First, here's the difference between the 3:
- Traffic Shaping - controls the rate of transmission of packets. Shaping can be used to lower the bandwidth and to smooth out traffic spikes.
- Traffic Scheduling - is used to reorder packets. This is used to give priority to interactive traffic e.g SSH.
- Traffic Policing - controls the arrival of packets. This is achieved by tagging packets so that iptables can act on them for example.
The lower 2 OSI network layers are usually implemented in hardware and the device driver and the rest of the higher layers are implemented in software inside the kernel.
So let's look at what happens when a packet arrives and is received by the NIC:
The NIC's firmware or kernel driver handles all layers 1 and layer 2 requests. Some filtering and error checking/correction can happen at these levels. The kernel generally is not involved much at the Physical and the Link layers. Once the NIC has received the packet it notifies the kernel via an interrupt - IRQ. The kernel uses the NIC device driver to transfer the IP packet from the NIC’s buffers to the host’s memory The packet is placed at the end of a queue (rx_ring) which holds the packet until it can be processed by the kernel. The queue has a maximum size it can grow to. If the queue becomes full all subsequent packets are discarded. Once the packet is in the queue, it will eventually be processed by the kernel. The packet will be examined and converted to a manageable data structure, for easy access to various fields. Similarly for outgoing packets, after the kernel network code at layer 3 is done the IP packet is placed in an outgoing queue. An IRQ is then sent to the NIC to tell it that a packet is available. When the NIC is ready the packet is processed by the NIC’s device driver at layer 2 and removed from the queue,then loaded into the NIC’s memory
By changing the order of the packets in the queues and by adding a delay before making an outgoing packet available to a NIC the kernel can implement Traffic Shaping and Scheduling. This is available through user-space tools like the iproute2 where using commands like tc and ip one can setup different queuing and scheduling disciplines. I'll demonstrate this in a different article.
When the kernel receives a network packet, being part of an existing connection or not it can take the following 3 actions:
ALLOW/ACCEPT- Permit a packet to be processes. So let's look at what happens when a packet arrives and is received by the NIC:
The NIC's firmware or kernel driver handles all layers 1 and layer 2 requests. Some filtering and error checking/correction can happen at these levels. The kernel generally is not involved much at the Physical and the Link layers. Once the NIC has received the packet it notifies the kernel via an interrupt - IRQ. The kernel uses the NIC device driver to transfer the IP packet from the NIC’s buffers to the host’s memory The packet is placed at the end of a queue (rx_ring) which holds the packet until it can be processed by the kernel. The queue has a maximum size it can grow to. If the queue becomes full all subsequent packets are discarded. Once the packet is in the queue, it will eventually be processed by the kernel. The packet will be examined and converted to a manageable data structure, for easy access to various fields. Similarly for outgoing packets, after the kernel network code at layer 3 is done the IP packet is placed in an outgoing queue. An IRQ is then sent to the NIC to tell it that a packet is available. When the NIC is ready the packet is processed by the NIC’s device driver at layer 2 and removed from the queue,then loaded into the NIC’s memory
By changing the order of the packets in the queues and by adding a delay before making an outgoing packet available to a NIC the kernel can implement Traffic Shaping and Scheduling. This is available through user-space tools like the iproute2 where using commands like tc and ip one can setup different queuing and scheduling disciplines. I'll demonstrate this in a different article.
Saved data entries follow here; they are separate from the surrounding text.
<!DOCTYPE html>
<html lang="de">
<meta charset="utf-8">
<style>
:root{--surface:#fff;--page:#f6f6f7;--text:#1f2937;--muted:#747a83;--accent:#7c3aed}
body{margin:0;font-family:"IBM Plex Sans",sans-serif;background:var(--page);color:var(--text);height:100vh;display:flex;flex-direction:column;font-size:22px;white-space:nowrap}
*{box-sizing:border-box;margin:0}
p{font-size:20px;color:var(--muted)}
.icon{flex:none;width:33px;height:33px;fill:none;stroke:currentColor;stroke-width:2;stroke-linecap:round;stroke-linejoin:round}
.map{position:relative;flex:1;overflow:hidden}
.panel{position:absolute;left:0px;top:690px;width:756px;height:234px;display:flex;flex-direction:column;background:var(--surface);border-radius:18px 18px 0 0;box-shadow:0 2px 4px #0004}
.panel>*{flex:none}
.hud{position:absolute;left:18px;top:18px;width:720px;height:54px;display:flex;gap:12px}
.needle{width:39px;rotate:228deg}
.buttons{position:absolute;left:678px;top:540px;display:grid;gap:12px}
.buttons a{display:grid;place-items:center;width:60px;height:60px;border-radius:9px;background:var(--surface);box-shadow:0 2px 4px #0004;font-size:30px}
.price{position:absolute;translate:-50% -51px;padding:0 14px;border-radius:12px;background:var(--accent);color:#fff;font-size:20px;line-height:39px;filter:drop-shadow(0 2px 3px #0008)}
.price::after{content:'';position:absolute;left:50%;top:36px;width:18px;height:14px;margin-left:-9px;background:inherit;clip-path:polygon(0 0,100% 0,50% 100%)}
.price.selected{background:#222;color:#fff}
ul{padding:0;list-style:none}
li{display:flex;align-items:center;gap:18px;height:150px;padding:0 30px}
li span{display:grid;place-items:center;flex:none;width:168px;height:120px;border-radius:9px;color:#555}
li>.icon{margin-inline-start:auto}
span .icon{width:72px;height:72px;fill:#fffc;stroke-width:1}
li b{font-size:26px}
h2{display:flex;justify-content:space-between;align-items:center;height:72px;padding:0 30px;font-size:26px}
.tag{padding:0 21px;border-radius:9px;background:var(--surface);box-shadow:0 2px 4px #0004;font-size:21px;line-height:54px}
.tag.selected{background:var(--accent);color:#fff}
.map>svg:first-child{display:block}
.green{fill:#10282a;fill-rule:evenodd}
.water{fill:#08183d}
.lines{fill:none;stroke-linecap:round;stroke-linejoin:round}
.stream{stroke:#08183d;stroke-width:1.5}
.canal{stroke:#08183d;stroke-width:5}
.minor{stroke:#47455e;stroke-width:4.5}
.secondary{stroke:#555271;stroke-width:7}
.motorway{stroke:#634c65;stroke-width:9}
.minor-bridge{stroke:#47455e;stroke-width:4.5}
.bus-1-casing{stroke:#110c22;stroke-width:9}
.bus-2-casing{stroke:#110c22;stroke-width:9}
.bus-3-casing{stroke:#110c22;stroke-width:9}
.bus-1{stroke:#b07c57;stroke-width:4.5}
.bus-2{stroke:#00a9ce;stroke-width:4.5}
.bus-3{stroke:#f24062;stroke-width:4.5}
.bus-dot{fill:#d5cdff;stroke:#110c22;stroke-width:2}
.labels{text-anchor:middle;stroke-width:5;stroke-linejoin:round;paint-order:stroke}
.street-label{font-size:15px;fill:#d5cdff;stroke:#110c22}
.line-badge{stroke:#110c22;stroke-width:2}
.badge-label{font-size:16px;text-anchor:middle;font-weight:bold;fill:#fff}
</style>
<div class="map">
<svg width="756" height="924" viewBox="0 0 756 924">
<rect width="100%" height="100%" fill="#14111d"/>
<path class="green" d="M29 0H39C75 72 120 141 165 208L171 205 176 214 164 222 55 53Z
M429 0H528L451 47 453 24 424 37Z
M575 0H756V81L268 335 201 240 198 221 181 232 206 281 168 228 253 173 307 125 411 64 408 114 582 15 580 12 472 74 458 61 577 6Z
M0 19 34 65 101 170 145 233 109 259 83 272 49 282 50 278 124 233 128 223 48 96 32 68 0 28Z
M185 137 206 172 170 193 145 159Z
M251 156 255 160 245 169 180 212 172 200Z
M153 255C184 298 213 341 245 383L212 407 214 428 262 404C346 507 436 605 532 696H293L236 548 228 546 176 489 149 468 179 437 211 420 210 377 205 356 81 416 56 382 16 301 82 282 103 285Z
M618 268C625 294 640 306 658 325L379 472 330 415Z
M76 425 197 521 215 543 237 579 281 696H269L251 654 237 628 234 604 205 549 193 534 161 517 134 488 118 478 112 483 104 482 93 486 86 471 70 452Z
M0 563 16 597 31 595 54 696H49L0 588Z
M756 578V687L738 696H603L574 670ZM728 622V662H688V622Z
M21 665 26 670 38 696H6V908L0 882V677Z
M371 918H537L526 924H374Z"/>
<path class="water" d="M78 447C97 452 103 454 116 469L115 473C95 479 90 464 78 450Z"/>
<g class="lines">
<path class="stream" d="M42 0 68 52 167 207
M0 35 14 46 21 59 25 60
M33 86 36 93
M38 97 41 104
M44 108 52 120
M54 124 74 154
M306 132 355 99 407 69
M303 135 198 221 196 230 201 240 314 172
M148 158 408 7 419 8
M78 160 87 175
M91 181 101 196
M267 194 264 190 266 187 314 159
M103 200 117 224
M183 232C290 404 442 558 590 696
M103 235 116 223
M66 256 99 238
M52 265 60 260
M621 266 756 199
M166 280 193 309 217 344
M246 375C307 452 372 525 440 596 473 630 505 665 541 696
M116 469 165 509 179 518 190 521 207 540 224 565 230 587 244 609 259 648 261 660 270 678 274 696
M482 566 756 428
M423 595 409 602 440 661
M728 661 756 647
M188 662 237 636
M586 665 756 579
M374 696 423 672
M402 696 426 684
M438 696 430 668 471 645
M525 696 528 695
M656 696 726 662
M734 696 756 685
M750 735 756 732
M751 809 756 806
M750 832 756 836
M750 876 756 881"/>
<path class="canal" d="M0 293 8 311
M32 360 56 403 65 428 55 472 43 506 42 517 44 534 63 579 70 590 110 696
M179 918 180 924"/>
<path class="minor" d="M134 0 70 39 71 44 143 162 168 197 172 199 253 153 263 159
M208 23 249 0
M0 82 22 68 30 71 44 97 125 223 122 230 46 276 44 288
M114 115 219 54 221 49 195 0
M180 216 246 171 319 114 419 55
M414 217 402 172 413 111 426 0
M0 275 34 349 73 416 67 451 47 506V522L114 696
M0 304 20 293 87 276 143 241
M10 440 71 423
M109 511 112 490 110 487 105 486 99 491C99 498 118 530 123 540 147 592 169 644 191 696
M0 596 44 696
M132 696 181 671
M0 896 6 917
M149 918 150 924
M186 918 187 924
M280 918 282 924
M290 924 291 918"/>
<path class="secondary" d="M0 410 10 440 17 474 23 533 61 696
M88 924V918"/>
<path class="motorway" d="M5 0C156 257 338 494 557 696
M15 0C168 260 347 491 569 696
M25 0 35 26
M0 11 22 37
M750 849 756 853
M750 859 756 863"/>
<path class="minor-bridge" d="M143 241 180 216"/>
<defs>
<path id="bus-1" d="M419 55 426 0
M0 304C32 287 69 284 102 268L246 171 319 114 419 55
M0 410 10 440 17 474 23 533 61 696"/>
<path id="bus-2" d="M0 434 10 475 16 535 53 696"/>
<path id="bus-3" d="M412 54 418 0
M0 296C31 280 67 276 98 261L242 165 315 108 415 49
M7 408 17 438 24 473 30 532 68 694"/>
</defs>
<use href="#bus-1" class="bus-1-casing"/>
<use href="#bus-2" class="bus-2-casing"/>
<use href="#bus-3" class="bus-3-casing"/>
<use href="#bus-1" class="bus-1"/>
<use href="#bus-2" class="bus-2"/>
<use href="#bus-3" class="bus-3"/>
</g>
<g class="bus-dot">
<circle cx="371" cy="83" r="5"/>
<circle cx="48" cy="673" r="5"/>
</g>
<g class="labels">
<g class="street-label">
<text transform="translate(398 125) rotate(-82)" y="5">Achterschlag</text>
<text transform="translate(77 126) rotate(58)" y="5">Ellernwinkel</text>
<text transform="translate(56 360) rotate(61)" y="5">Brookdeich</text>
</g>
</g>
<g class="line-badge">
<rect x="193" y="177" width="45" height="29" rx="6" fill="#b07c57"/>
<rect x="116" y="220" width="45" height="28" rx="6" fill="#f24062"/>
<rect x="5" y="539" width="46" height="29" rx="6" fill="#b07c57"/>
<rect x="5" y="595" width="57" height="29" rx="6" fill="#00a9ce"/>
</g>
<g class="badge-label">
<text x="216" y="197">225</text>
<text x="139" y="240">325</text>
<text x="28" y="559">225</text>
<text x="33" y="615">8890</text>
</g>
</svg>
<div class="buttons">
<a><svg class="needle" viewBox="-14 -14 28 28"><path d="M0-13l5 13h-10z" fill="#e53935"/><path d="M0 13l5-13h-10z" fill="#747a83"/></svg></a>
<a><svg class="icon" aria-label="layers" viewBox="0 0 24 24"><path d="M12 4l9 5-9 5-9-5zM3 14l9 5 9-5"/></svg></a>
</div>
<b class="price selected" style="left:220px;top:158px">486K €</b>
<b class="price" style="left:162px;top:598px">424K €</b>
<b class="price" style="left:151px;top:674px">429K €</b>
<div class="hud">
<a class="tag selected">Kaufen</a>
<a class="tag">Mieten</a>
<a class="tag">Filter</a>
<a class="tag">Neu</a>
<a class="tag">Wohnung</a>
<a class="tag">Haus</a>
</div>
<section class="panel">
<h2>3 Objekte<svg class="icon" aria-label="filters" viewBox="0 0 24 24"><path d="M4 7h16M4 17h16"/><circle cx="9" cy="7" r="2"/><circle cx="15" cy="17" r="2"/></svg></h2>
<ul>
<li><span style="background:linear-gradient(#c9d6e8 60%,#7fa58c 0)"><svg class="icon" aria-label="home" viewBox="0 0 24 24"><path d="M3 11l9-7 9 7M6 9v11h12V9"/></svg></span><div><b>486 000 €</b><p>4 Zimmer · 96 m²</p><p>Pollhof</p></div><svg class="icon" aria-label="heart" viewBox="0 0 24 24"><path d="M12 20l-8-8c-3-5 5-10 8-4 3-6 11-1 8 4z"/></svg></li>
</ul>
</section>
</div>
When the kernel receives a network packet, being part of an existing connection or not it can take the following 3 actions:
REJECT - Prohibit a packet from passing and send an ICMP destination-unreachable response back to the client.
DROP - Prohibit a packet from passing and do not send a response back to the client.
By REJECT-ing a packet, TCP aborts the connection by sending a RST packet back, and the client application knows that the connection has failed after just one round-trip time. This allows the application attempting the connection to act on that reject, e.g retry the connection, or send some sort of notification. This is usually a "nicer" way to refuse a packet, but bare in mind that if this is a DDoS your server will have to respond to each request with a reset.
DROP-ping a packet on the other hand will cause TCP to retry the connection until a threshold for re-transmission is exceeded, which can take a long time (a timeout of 100+ seconds). Nothing is sent back to the client in this case.
You can test this on Linux, but the results I got were 10 milliseconds for a REJECT to give an application error from a TCP connection and 165 seconds for DROP.
As you can see both of the two options are viable, just consider your use case. iptables offers both methods to deny a request.